In the book, Wilson argues that we might eventually lose a species so important that its loss causes a catastrophic domino reaction throughout the rest of our ecosystem.

A Rallying Cry

milky way

The Voyage Home effectively dramatized this possibility, showing how the extinction of humpback whales put the entire Earth in danger centuries later.

This plot point helped Leonard Nimoy keep his word to the various environmentalists he had spoken to about getting Trek back to its activist roots.

Certainly, the movie itself soon became a rallying cry for countless fans of 23rd-century stories who wanted to save the whales in the here and now.

A More Ambitious Film

Enterprise-A

Of course, Leonard Nimoy’s adding whales to Star Trek IV didn’t just make activists happy—this narrative decision ultimately made audiences and even the studio happy. That’s because, as Altman and Gross speak of in their book, the decision to save a larger species ended up making The Voyage Home a larger movie.

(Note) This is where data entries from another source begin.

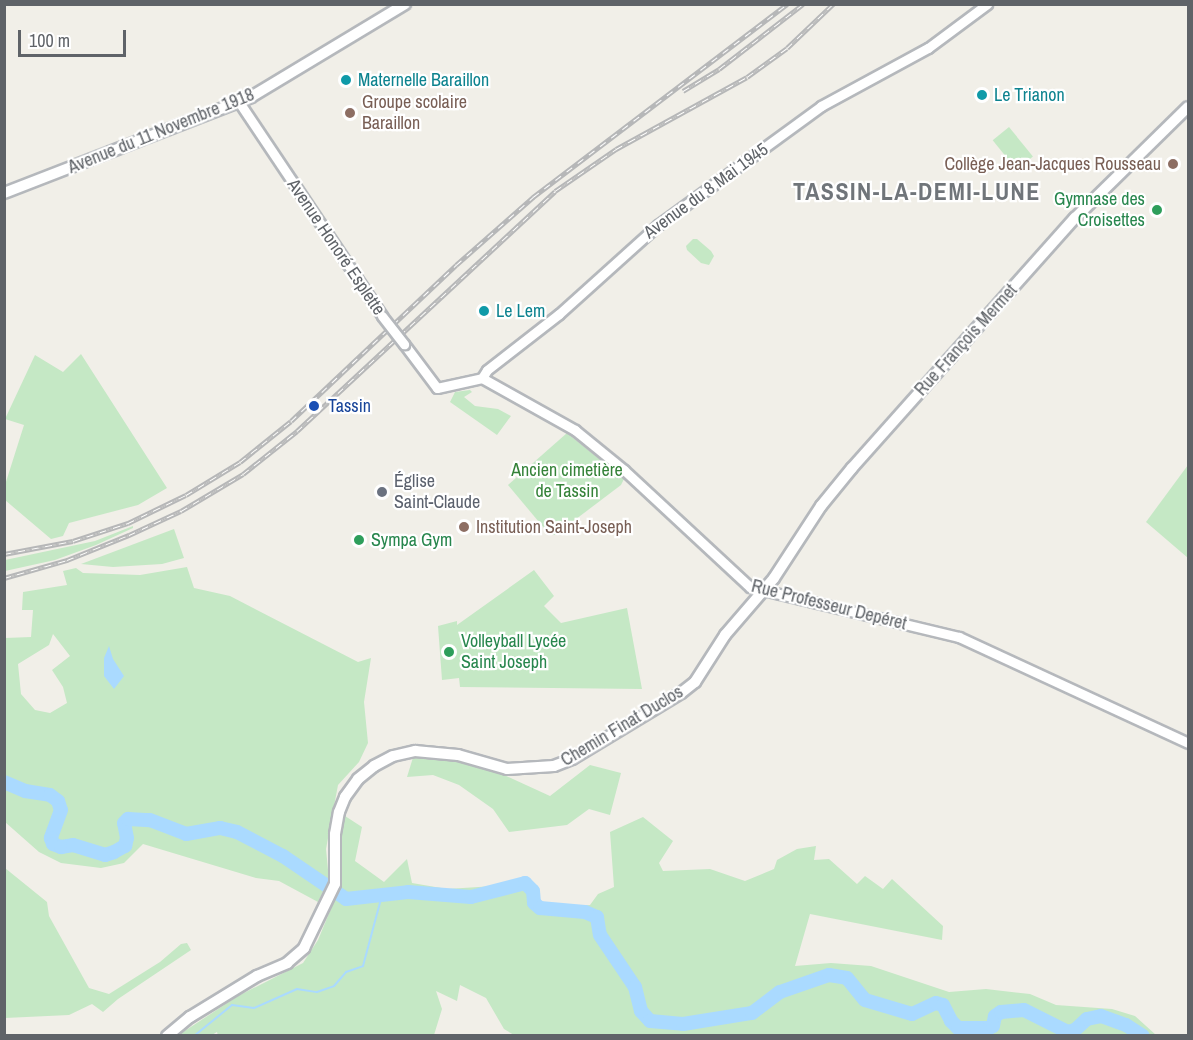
<!DOCTYPE html>
<meta charset="utf-8">
<style>
body{margin:0}
#map{position:relative;width:1193px;height:1040px;overflow:hidden;background:#f1efe8;font-family:"Archivo Narrow",sans-serif}
div>[style]{position:absolute}
[style*='--x']{left:calc(var(--x)*1px);top:calc(var(--y)*1px);width:calc(var(--w)*1px);rotate:calc(var(--a)*1deg)}
.green>*{inset:0;background:#c5e8c5;transform-origin:0 0}
.water>*{inset:0;background:#aadaff}
.stream>*{height:2px;margin:-1px;padding:0 1px;transform-origin:1px;border-radius:1px;background:#aadaff}
.river>*{height:14px;margin:-7px;padding:0 7px;transform-origin:7px;border-radius:7px;background:#aadaff}
.roads{filter:drop-shadow(2px 0 #b5b8bc) drop-shadow(-2px 0 #b5b8bc) drop-shadow(0 2px #b5b8bc) drop-shadow(0 -2px #b5b8bc)}
.tertiary>*{height:9px;margin:-4.5px;padding:0 4.5px;transform-origin:4.5px;border-radius:4.5px;background:#fff}
.secondary>*{height:10px;margin:-5px;padding:0 5px;transform-origin:5px;border-radius:5px;background:#fff}
.rail>*{height:4.5px;margin-top:-2.25px;transform-origin:0;background:repeating-linear-gradient(90deg,#fff 0 7px,#b6b7b8 0 14px);box-sizing:border-box;border-block:2px solid #b6b7b8}
.bridges{filter:drop-shadow(2px 0 #b5b8bc) drop-shadow(-2px 0 #b5b8bc) drop-shadow(0 2px #b5b8bc) drop-shadow(0 -2px #b5b8bc)}
.tertiary-bridge>*{height:9px;margin:-4.5px;padding:0 4.5px;transform-origin:4.5px;border-radius:4.5px;background:#fff}
.dots>*{width:16px;height:16px;translate:-50% -50%;box-sizing:border-box;border:3px solid #fff;border-radius:50%}
span{translate:-50% -50%;white-space:nowrap;text-align:center;line-height:1.15;-webkit-text-stroke:4.5px #fff;paint-order:stroke}
.culture-label{font-size:18px;color:#0d838f}
.left{translate:0 -50%;text-align:left}
.education-label{font-size:18px;color:#785e54}
.right{translate:-100% -50%;text-align:right}
.street-label{font-size:18px;color:#5f6368}
.leisure-label{font-size:18px;color:#27864d}
.transit-label{font-size:18px;color:#164399}
.park-label{font-size:18px;color:#348238}
.worship-label{font-size:18px;color:#5b616d}
.district-label{font-size:24px;color:#70757a;font-weight:700;letter-spacing:1.5px}
.frame{position:absolute;inset:0;border:6px solid #5f6368;pointer-events:none}
.scale{position:absolute;left:18px;top:30px;width:108px;height:27px;box-sizing:border-box;border:3px solid #5f6368;border-top:0;padding-left:8px;font-size:18px;line-height:21px;white-space:nowrap;color:#5f6368;-webkit-text-stroke:4px #fff;paint-order:stroke}
</style>
<div id="map">
<div class="green">
<div style="left:1009px;top:127px;width:38px;height:21px;rotate:51deg"></div>
<div style="clip-path:polygon(693px 239px,697px 239px,711px 251px,714px 256px,709px 265px,701px 263px,687px 250px,686px 246px)"></div>
<div style="clip-path:polygon(81px 354px,167px 488px,138px 505px,69px 523px,63px 536px,51px 539px,5px 500px,5px 485px,24px 425px,5px 419px,35px 355px,63px 372px)"></div>
<div style="clip-path:polygon(470px 390px,472px 392px,464px 397px,475px 406px,498px 409px,511px 416px,497px 435px,450px 402px,455px 392px)"></div>
<div style="clip-path:polygon(567px 433px,624px 479px,621px 485px,555px 535px,549px 534px,508px 485px)"></div>
<div style="clip-path:polygon(1188px 465px,1188px 558px,1146px 522px)"></div>
<div style="clip-path:polygon(133px 526px,133px 528px,96px 545px,55px 560px,5px 571px,5px 560px,95px 541px)"></div>
<div style="clip-path:polygon(174px 529px,184px 558px,162px 564px,113px 567px,81px 564px)"></div>
<div style="clip-path:polygon(evenodd,187px 567px,194px 588px,230px 596px,358px 662px,371px 658px,364px 702px,368px 743px,359px 762px,338px 785px,326px 849px,329px 880px,318px 902px,279px 881px,256px 878px,143px 844px,124px 863px,101px 868px,61px 863px,39px 852px,5px 822px,5px 638px,31px 637px,33px 610px,22px 610px,23px 592px,67px 585px,63px 571px,76px 568px,83px 573px,140px 575px,187px 567px,53px 634px,70px 656px,52px 670px,63px 687px,67px 703px,50px 713px,35px 710px,21px 694px,18px 664px,49px 645px,53px 634px)"></div>
<div style="clip-path:polygon(534px 570px,554px 596px,544px 606px,561px 623px,627px 608px,642px 689px,460px 687px,459px 678px,442px 680px,438px 626px,457px 621px,457px 625px)"></div>
<div style="clip-path:polygon(415px 751px,467px 758px,550px 796px,590px 765px,621px 773px,610px 815px,589px 809px,567px 825px,509px 832px,493px 809px,459px 785px,433px 775px,407px 777px)"></div>
<div style="clip-path:polygon(345px 816px,362px 827px,355px 861px,384px 882px,407px 859px,412px 883px,447px 889px,524px 884px,542px 909px,590px 905px,598px 894px,614px 887px,610px 832px,643px 817px,673px 841px,659px 863px,663px 871px,710px 869px,745px 881px,774px 869px,777px 860px,797px 849px,816px 846px,814px 860px,829px 859px,857px 884px,865px 876px,883px 889px,892px 879px,943px 926px,942px 940px,810px 914px,795px 966px,831px 963px,871px 966px,949px 992px,986px 989px,1030px 994px,1056px 1005px,1112px 1009px,1135px 1016px,1156px 1035px,514px 1035px,504px 1029px,486px 998px,460px 985px,457px 1001px,436px 991px,442px 1009px,434px 1035px,218px 1036px,217px 1032px,212px 1035px,177px 1036px,238px 996px,303px 963px,318px 940px,342px 882px,341px 829px)"></div>
<div style="clip-path:polygon(5px 868px,47px 902px,49px 916px,89px 988px,109px 994px,160px 962px,181px 944px,187px 943px,191px 950px,118px 999px,103px 1012px,92px 1004px,69px 1015px,5px 1018px)"></div>
</div>
<div class="water">
<div style="clip-path:polygon(109px 646px,113px 659px,124px 676px,114px 689px,104px 676px,104px 658px)"></div>
</div>
<div class="stream">
<div style="--x:194;--y:1036;--w:49;--a:-39.2"></div>
<div style="--x:232;--y:1005;--w:22;--a:8"></div>
<div style="--x:254;--y:1008;--w:47;--a:-23.8"></div>
<div style="--x:297;--y:989;--w:20;--a:9"></div>
<div style="--x:317;--y:992;--w:18;--a:-19"></div>
<div style="--x:334;--y:986;--w:18;--a:-49"></div>
<div style="--x:346;--y:972;--w:18;--a:-19"></div>
<div style="--x:363;--y:966;--w:73;--a:-75"></div>
</div>
<div class="river">
<div style="--x:4;--y:782;--w:23;--a:23"></div>
<div style="--x:25;--y:791;--w:25;--a:9"></div>
<div style="--x:50;--y:795;--w:10;--a:37"></div>
<div style="--x:58;--y:801;--w:9;--a:72"></div>
<div style="--x:61;--y:810;--w:30;--a:110"></div>
<div style="--x:51;--y:838;--w:6;--a:72"></div>
<div style="--x:53;--y:844;--w:9;--a:21"></div>
<div style="--x:61;--y:847;--w:12;--a:-9"></div>
<div style="--x:73;--y:845;--w:34;--a:17"></div>
<div style="--x:105;--y:855;--w:9;--a:-18"></div>
<div style="--x:114;--y:852;--w:13;--a:-29"></div>
<div style="--x:125;--y:846;--w:8;--a:-76"></div>
<div style="--x:127;--y:838;--w:15;--a:-101"></div>
<div style="--x:124;--y:823;--w:6;--a:-45"></div>
<div style="--x:128;--y:819;--w:22;--a:3"></div>
<div style="--x:150;--y:820;--w:39;--a:21"></div>
<div style="--x:186;--y:834;--w:35;--a:-10"></div>
<div style="--x:220;--y:828;--w:17;--a:13"></div>
<div style="--x:237;--y:832;--w:52;--a:27.6"></div>
<div style="--x:283;--y:856;--w:76;--a:34.3"></div>
<div style="--x:346;--y:899;--w:62;--a:-6.4"></div>
<div style="--x:408;--y:892;--w:63;--a:4.5"></div>
<div style="--x:471;--y:897;--w:56;--a:-14.5"></div>
<div style="--x:525;--y:883;--w:11;--a:45"></div>
<div style="--x:533;--y:891;--w:12;--a:85"></div>
<div style="--x:534;--y:903;--w:8;--a:40"></div>
<div style="--x:540;--y:908;--w:45;--a:5.1"></div>
<div style="--x:585;--y:912;--w:13;--a:23"></div>
<div style="--x:597;--y:917;--w:18;--a:81"></div>
<div style="--x:600;--y:935;--w:63;--a:56.1"></div>
<div style="--x:635;--y:987;--w:25;--a:76"></div>
<div style="--x:641;--y:1011;--w:13;--a:48"></div>
<div style="--x:650;--y:1021;--w:33;--a:5"></div>
<div style="--x:683;--y:1024;--w:70;--a:-9.1"></div>
<div style="--x:752;--y:1013;--w:35;--a:-37"></div>
<div style="--x:780;--y:992;--w:52;--a:-19.1"></div>
<div style="--x:829;--y:975;--w:18;--a:9"></div>
<div style="--x:847;--y:978;--w:28;--a:51"></div>
<div style="--x:865;--y:1000;--w:49;--a:16.6"></div>
<div style="--x:912;--y:1014;--w:26;--a:-25"></div>
<div style="--x:936;--y:1003;--w:7;--a:16"></div>
<div style="--x:943;--y:1005;--w:18;--a:63"></div>
<div style="--x:951;--y:1021;--w:10;--a:45"></div>
<div style="--x:958;--y:1028;--w:31;--a:0"></div>
<div style="--x:989;--y:1028;--w:4;--a:-27"></div>
<div style="--x:993;--y:1026;--w:10;--a:-79"></div>
<div style="--x:995;--y:1016;--w:7;--a:-34"></div>
<div style="--x:1001;--y:1012;--w:23;--a:-5"></div>
<div style="--x:1024;--y:1010;--w:49;--a:26.6"></div>
<div style="--x:1068;--y:1032;--w:7;--a:-16"></div>
<div style="--x:1075;--y:1030;--w:16;--a:-43"></div>
<div style="--x:1087;--y:1019;--w:14;--a:-12"></div>
<div style="--x:1101;--y:1016;--w:27;--a:20"></div>
<div style="--x:1126;--y:1025;--w:20;--a:33"></div>
</div>
<div class="roads">
<div class="tertiary">
<div style="--x:239;--y:102;--w:257;--a:56.2"></div>
<div style="--x:404;--y:344;--w:55;--a:53.1"></div>
<div style="--x:437;--y:388;--w:46;--a:-12.5"></div>
<div style="--x:482;--y:378;--w:9;--a:-58"></div>
<div style="--x:487;--y:370;--w:91;--a:-37.9"></div>
<div style="--x:559;--y:314;--w:133;--a:-42"></div>
<div style="--x:658;--y:225;--w:202;--a:-36.1"></div>
<div style="--x:821;--y:106;--w:122;--a:-28.5"></div>
<div style="--x:928;--y:48;--w:74;--a:-36.7"></div>
<div style="--x:482;--y:378;--w:107;--a:29.2"></div>
<div style="--x:575;--y:430;--w:63;--a:39.2"></div>
<div style="--x:624;--y:470;--w:172;--a:42.9"></div>
<div style="--x:750;--y:587;--w:215;--a:13.5"></div>
<div style="--x:959;--y:637;--w:252;--a:24.8"></div>
</div>
<div class="secondary">
<div style="--x:4;--y:193;--w:265;--a:-21.2"></div>
<div style="--x:251;--y:97;--w:180;--a:-31.1"></div>
<div style="--x:167;--y:1036;--w:30;--a:-40"></div>
<div style="--x:190;--y:1017;--w:79;--a:-31.5"></div>
<div style="--x:257;--y:976;--w:33;--a:-23"></div>
<div style="--x:287;--y:963;--w:23;--a:-41"></div>
<div style="--x:304;--y:948;--w:71;--a:-64.2"></div>
<div style="--x:335;--y:884;--w:50;--a:-90"></div>
<div style="--x:335;--y:834;--w:22;--a:-80"></div>
<div style="--x:339;--y:812;--w:16;--a:-68"></div>
<div style="--x:345;--y:797;--w:22;--a:-54"></div>
<div style="--x:358;--y:779;--w:21;--a:-39"></div>
<div style="--x:374;--y:766;--w:21;--a:-28"></div>
<div style="--x:393;--y:756;--w:23;--a:-13"></div>
<div style="--x:415;--y:751;--w:43;--a:5.3"></div>
<div style="--x:458;--y:755;--w:51;--a:15.9"></div>
<div style="--x:507;--y:769;--w:47;--a:-3.7"></div>
<div style="--x:554;--y:766;--w:19;--a:-21"></div>
<div style="--x:572;--y:759;--w:127;--a:-31.2"></div>
<div style="--x:681;--y:693;--w:18;--a:-38"></div>
<div style="--x:695;--y:682;--w:56;--a:-57.4"></div>
<div style="--x:725;--y:635;--w:75;--a:-49.3"></div>
<div style="--x:774;--y:578;--w:86;--a:-56.9"></div>
<div style="--x:821;--y:506;--w:49;--a:-50.8"></div>
<div style="--x:852;--y:468;--w:335;--a:-48.3"></div>
<div style="--x:1075;--y:218;--w:158;--a:-44.5"></div>
</div>
</div>
<div class="rail">
<div style="--x:683;--y:91;--w:42;--a:-31.4"></div>
<div style="--x:719;--y:69;--w:106;--a:-37.7"></div>
<div style="--x:4;--y:554;--w:70;--a:-10.7"></div>
<div style="--x:73;--y:541;--w:58;--a:-18.1"></div>
<div style="--x:128;--y:523;--w:64;--a:-25.8"></div>
<div style="--x:186;--y:495;--w:63;--a:-31.4"></div>
<div style="--x:240;--y:462;--w:65;--a:-38.8"></div>
<div style="--x:291;--y:421;--w:227;--a:-43.4"></div>
<div style="--x:456;--y:265;--w:103;--a:-41.4"></div>
<div style="--x:533;--y:197;--w:319;--a:-37.2"></div>
<div style="--x:4;--y:578;--w:66;--a:-15.9"></div>
<div style="--x:67;--y:560;--w:67;--a:-22"></div>
<div style="--x:129;--y:535;--w:57;--a:-24.8"></div>
<div style="--x:181;--y:511;--w:72;--a:-30.8"></div>
<div style="--x:243;--y:474;--w:69;--a:-38.5"></div>
<div style="--x:297;--y:431;--w:352;--a:-42.9"></div>
<div style="--x:555;--y:191;--w:74;--a:-34.5"></div>
<div style="--x:616;--y:149;--w:149;--a:-28.8"></div>
<div style="--x:747;--y:77;--w:49;--a:-35.9"></div>
<div style="--x:787;--y:48;--w:64;--a:-43.7"></div>
</div>
<div class="bridges">
<div class="tertiary-bridge">
<div style="--x:382;--y:316;--w:36;--a:52"></div>
</div>
</div>
<div class="dots">
<div style="left:346px;top:80px;background:#0f9aa8"></div>
<div style="left:982px;top:95px;background:#0f9aa8"></div>
<div style="left:350px;top:113px;background:#8d6e63"></div>
<div style="left:1173px;top:164px;background:#8d6e63"></div>
<div style="left:1157px;top:210px;background:#2e9e5b"></div>
<div style="left:484px;top:311px;background:#0f9aa8"></div>
<div style="left:314px;top:406px;background:#1a4fb4"></div>
<div style="left:382px;top:492px;background:#6b7280"></div>
<div style="left:464px;top:527px;background:#8d6e63"></div>
<div style="left:359px;top:540px;background:#2e9e5b"></div>
<div style="left:449px;top:652px;background:#2e9e5b"></div>
</div>
<div class="culture-label">
<span class="left" style="left:358px;top:80px">Maternelle Baraillon</span>
<span class="left" style="left:994px;top:95px">Le Trianon</span>
<span class="left" style="left:496px;top:311px">Le Lem</span>
</div>
<div class="education-label">
<span class="left" style="left:362px;top:113px">Groupe scolaire<br>Baraillon</span>
<span class="right" style="left:1161px;top:164px">Collège Jean-Jacques Rousseau</span>
<span class="left" style="left:476px;top:527px">Institution Saint-Joseph</span>
</div>
<div class="street-label">
<span style="left:161px;top:131px;rotate:-22deg">Avenue du 11 Novembre 1918</span>
<span style="left:706px;top:191px;rotate:-36deg">Avenue du 8 Mai 1945</span>
<span style="left:336px;top:247px;rotate:56deg">Avenue Honoré Esplette</span>
<span style="left:966px;top:340px;rotate:-48deg">Rue François Mermet</span>
<span style="left:829px;top:605px;rotate:14deg">Rue Professeur Depéret</span>
<span style="left:622px;top:726px;rotate:-31deg">Chemin Finat Duclos</span>
</div>
<div class="leisure-label">
<span class="right" style="left:1145px;top:210px">Gymnase des<br>Croisettes</span>
<span class="left" style="left:371px;top:540px">Sympa Gym</span>
<span class="left" style="left:461px;top:652px">Volleyball Lycée<br>Saint Joseph</span>
</div>
<div class="transit-label">
<span class="left" style="left:328px;top:406px">Tassin</span>
</div>
<div class="park-label">
<span style="left:567px;top:481px">Ancien cimetière<br>de Tassin</span>
</div>
<div class="worship-label">
<span class="left" style="left:394px;top:492px">Église<br>Saint-Claude</span>
</div>
<div class="district-label">
<span style="left:917px;top:192px">TASSIN-LA-DEMI-LUNE</span>
</div>
<div class="frame"></div>
<div class="scale">100 m</div>
</div>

The film told an ambitious story where humanity was in danger of losing our entire planet, and saving creatures as large and majestic as humpback whales helped elevate sell audiences on these epic stakes.  

Stories like this are a reminder that we shouldn’t just remember Leonard Nimoy as a great actor who played Spock to perfection. Thanks to his storytelling decisions for movies like Star Trek IV and beyond, we know that he is also an amazing writer. Today and every day, we remember Nimoy, someone who transformed this franchise for the better in myriad ways we are still learning to appreciate today.